Both oxidative stress and Mg deficiency increase the concentration of ROS, which in turn leads to the development of damage to cells, tissues, organ dysfunction, and the development of inflammation and disease (eg, diseases of the CNS). A link between oxidative stress and reduced Mg intake has not been established. Cernik et al found a correlation between the levels of Mg, plasma superoxide anion, and MDA in persons exposed to chronic emotional stress. Mg deficiency is accompanied by a 2-fold reduction in reduced glutathione (GSH) in erythrocytes as a consequence of increased glutathione transferase activity. Animal studies have shown links between a reduction in Mg, increased MDA, and a decrease in antioxidant markers. Another study in mice showed that a deficiency of Mg leads to decreased activity of glutathione reductase and S-transferase, but that the activity of glutathione peroxidase was not significantly altered. Mg deficiency resulted in the accumulation of MDA and decreased concentration of GSH. In our study, a statistically significant difference in the level of GPX between the control group and anxious/depressive patients was observed. Anxious and depressive patients did not exhibit a significant difference in the concentration of GPX. MDA and SOD1 showed significant differences among the groups. Also, in our study there was a negative correlation between ionized Mg and the level of GPX in depressive patients. Thus, in our depressive patients the lower levels of Mg correlated with higher concentrations of GPX. In the patients, MDA had a positive correlation with the concentration of ionized Mg. Even MDA did not exhibit a significant difference among groups, the enzyme correlated with ionized Mg in anxious and depressive patients. In our study, we observed a correlation between ionized Mg and the parameters of oxidative stress (GPX and MDA); however, these parameters should be examined on a larger population.

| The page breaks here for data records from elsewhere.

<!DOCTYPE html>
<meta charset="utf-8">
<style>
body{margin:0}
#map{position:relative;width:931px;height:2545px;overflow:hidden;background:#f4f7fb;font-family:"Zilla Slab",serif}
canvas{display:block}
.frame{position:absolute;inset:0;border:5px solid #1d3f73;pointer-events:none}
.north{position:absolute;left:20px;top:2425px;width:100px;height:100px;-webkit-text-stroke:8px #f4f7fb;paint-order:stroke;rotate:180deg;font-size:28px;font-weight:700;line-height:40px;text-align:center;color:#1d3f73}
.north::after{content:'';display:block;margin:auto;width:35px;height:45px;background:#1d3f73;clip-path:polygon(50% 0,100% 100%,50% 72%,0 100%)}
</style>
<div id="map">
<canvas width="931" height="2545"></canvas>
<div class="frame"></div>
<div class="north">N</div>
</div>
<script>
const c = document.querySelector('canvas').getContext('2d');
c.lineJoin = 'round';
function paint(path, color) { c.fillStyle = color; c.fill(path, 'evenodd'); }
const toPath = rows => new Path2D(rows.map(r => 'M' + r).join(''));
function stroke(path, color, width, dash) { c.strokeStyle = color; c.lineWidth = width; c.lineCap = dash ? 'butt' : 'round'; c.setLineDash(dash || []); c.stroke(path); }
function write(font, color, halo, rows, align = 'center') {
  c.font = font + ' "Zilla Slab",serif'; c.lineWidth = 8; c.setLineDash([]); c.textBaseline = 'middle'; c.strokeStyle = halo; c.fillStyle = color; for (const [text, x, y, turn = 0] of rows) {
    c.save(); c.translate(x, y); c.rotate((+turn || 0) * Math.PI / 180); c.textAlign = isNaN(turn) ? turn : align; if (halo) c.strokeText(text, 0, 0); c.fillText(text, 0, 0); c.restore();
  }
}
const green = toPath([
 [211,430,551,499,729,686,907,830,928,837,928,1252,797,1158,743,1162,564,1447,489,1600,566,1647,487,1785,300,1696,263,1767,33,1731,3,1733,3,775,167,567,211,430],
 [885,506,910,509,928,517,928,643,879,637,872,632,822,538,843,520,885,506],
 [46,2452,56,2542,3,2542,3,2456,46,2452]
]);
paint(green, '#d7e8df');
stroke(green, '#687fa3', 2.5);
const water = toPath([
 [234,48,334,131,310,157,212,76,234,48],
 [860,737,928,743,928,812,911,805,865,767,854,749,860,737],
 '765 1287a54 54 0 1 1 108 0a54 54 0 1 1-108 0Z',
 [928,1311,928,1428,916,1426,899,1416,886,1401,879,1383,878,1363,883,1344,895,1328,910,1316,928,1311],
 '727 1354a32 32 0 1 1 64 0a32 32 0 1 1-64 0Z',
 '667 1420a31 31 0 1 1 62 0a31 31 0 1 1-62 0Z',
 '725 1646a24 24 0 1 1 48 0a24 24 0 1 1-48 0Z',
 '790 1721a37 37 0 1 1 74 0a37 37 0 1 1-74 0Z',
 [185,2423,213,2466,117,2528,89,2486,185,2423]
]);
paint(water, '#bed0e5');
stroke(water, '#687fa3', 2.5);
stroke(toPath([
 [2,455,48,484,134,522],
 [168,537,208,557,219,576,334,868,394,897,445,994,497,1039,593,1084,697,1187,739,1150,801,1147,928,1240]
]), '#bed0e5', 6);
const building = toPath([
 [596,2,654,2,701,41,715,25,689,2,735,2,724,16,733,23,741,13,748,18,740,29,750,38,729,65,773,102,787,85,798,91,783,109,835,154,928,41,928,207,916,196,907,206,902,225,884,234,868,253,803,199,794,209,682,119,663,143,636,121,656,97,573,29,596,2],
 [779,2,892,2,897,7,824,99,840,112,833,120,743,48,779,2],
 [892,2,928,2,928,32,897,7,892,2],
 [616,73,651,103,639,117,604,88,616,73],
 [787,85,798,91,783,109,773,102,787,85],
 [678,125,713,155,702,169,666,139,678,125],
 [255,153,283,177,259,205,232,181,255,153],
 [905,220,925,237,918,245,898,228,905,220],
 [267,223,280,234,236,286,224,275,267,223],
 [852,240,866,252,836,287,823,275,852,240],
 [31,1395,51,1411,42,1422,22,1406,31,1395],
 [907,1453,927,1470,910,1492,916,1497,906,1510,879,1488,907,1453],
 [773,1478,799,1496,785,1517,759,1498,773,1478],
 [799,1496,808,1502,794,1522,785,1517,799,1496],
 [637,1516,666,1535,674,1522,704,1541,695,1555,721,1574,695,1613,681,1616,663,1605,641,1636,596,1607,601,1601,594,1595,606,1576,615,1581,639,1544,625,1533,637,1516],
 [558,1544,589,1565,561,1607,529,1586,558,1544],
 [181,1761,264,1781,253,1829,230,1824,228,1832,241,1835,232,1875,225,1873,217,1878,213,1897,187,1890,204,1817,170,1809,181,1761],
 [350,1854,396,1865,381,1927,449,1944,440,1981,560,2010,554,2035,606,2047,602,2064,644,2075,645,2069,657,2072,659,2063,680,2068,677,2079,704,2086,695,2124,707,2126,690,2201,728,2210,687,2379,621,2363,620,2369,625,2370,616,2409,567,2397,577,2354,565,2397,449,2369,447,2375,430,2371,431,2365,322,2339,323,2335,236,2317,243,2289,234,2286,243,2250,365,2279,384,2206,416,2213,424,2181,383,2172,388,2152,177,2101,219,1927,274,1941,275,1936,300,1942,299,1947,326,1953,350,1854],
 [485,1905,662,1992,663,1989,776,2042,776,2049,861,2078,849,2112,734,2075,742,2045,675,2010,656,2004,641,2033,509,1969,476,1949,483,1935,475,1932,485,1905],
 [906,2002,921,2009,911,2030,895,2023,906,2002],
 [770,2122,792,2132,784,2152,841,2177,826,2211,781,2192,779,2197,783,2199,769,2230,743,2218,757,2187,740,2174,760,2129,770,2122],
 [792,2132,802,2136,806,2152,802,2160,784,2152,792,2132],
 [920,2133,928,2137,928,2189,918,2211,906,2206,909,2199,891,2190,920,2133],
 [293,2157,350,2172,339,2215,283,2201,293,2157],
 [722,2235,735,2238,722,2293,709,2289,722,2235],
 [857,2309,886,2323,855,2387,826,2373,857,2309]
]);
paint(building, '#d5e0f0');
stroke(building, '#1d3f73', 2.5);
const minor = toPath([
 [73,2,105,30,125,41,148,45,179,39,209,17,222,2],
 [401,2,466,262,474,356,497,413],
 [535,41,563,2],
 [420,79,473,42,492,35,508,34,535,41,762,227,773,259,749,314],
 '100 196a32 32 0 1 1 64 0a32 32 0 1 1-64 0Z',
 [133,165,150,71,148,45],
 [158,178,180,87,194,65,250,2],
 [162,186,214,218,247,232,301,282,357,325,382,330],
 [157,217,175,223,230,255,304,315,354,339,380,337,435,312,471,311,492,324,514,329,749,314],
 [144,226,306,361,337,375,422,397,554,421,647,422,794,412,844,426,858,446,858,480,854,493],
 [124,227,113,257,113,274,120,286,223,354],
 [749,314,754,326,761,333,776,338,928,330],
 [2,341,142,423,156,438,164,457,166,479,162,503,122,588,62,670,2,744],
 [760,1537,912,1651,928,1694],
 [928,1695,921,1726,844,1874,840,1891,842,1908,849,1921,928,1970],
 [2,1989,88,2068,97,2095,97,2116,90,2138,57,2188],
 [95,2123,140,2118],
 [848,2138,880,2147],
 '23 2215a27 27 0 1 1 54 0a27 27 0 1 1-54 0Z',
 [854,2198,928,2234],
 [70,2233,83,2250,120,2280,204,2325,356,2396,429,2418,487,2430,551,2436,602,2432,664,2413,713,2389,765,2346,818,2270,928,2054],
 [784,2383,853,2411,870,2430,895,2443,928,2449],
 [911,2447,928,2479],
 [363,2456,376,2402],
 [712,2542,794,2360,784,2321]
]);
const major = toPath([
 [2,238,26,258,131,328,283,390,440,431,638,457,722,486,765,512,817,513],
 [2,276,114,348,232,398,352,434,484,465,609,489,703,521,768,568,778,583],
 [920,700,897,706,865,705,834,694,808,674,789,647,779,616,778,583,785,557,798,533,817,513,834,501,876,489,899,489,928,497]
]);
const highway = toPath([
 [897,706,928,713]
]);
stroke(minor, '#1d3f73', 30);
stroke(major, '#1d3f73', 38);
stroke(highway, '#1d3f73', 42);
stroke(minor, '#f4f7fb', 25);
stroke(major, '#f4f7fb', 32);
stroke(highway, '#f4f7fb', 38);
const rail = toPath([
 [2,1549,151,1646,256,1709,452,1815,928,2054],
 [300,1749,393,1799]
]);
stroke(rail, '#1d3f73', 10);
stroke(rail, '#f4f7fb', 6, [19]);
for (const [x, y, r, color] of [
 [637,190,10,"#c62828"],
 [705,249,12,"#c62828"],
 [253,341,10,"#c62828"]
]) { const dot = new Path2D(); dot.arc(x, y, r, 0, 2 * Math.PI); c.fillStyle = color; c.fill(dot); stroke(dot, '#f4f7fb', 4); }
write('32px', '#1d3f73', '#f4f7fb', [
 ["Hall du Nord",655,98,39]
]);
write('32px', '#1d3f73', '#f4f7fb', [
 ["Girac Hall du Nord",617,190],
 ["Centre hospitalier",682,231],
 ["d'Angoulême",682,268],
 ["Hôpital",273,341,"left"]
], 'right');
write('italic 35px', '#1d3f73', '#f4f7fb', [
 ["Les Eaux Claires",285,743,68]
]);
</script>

Neuroinflammation influences the development of affective disorders. Neuroinflammation and cytokines affect the regulation of neurotransmitters in the CNS, neurogenesis and maintenance of neuroplasticity and all these mechanisms affect the development of affective disorders. The systemic parameters of inflammation such as the mean platelet volume (MPV), platelet distribution width (PDW), plateletcrit (PCT), systemic immune-inflammation index (SII), platelet to lymphocyte ratio (PLR), platelet to albumin ratio (PAR), and red blood cell distribution width (RDW) to platelet ratio (RPR) have roles in major depressive disorder (MDD). In our study, we did not observe significance between these parameters and the examined groups, probably because of the sample size.

According to King, inflammation with increased C-reactive protein (CRP) is the result of reduced Mg. None of the examined parameters of inflammation (CRP, TNF-α, IL-6, the systemic parameters of inflammation) differed among our groups. As the study was performed during the COVID-19 pandemic, patients were isolated and used supplements. Probably, because of this, the patients had not increased levels of inflammatory parameters in our study. IL-6 and TNF-α did not correlate with the concentration of ionized Mg in our study. Strengths of this study are: for the first time, it was measured ionized magnesium in anxious/depressive patients (in drug naïve patients); significant correlation between ionized magnesium and parameters of oxidative stress; and potential biomarkers in these diseases. Limitations of our study are small sample; larger number of patients are required to support our conclusion; and period of examination (pandemia of COVID-19 prolonged examination, smaller number of patients visited doctors).

Conclusion

Ionized Mg and its correlation with parameters of oxidative stress could be potential biomarkers in anxious (Mg-MDA) and depressive (Mg-MDA; Mg-GPX1) patients. However, as this is a pilot study, further studies with a larger number of patients are required to support our conclusion.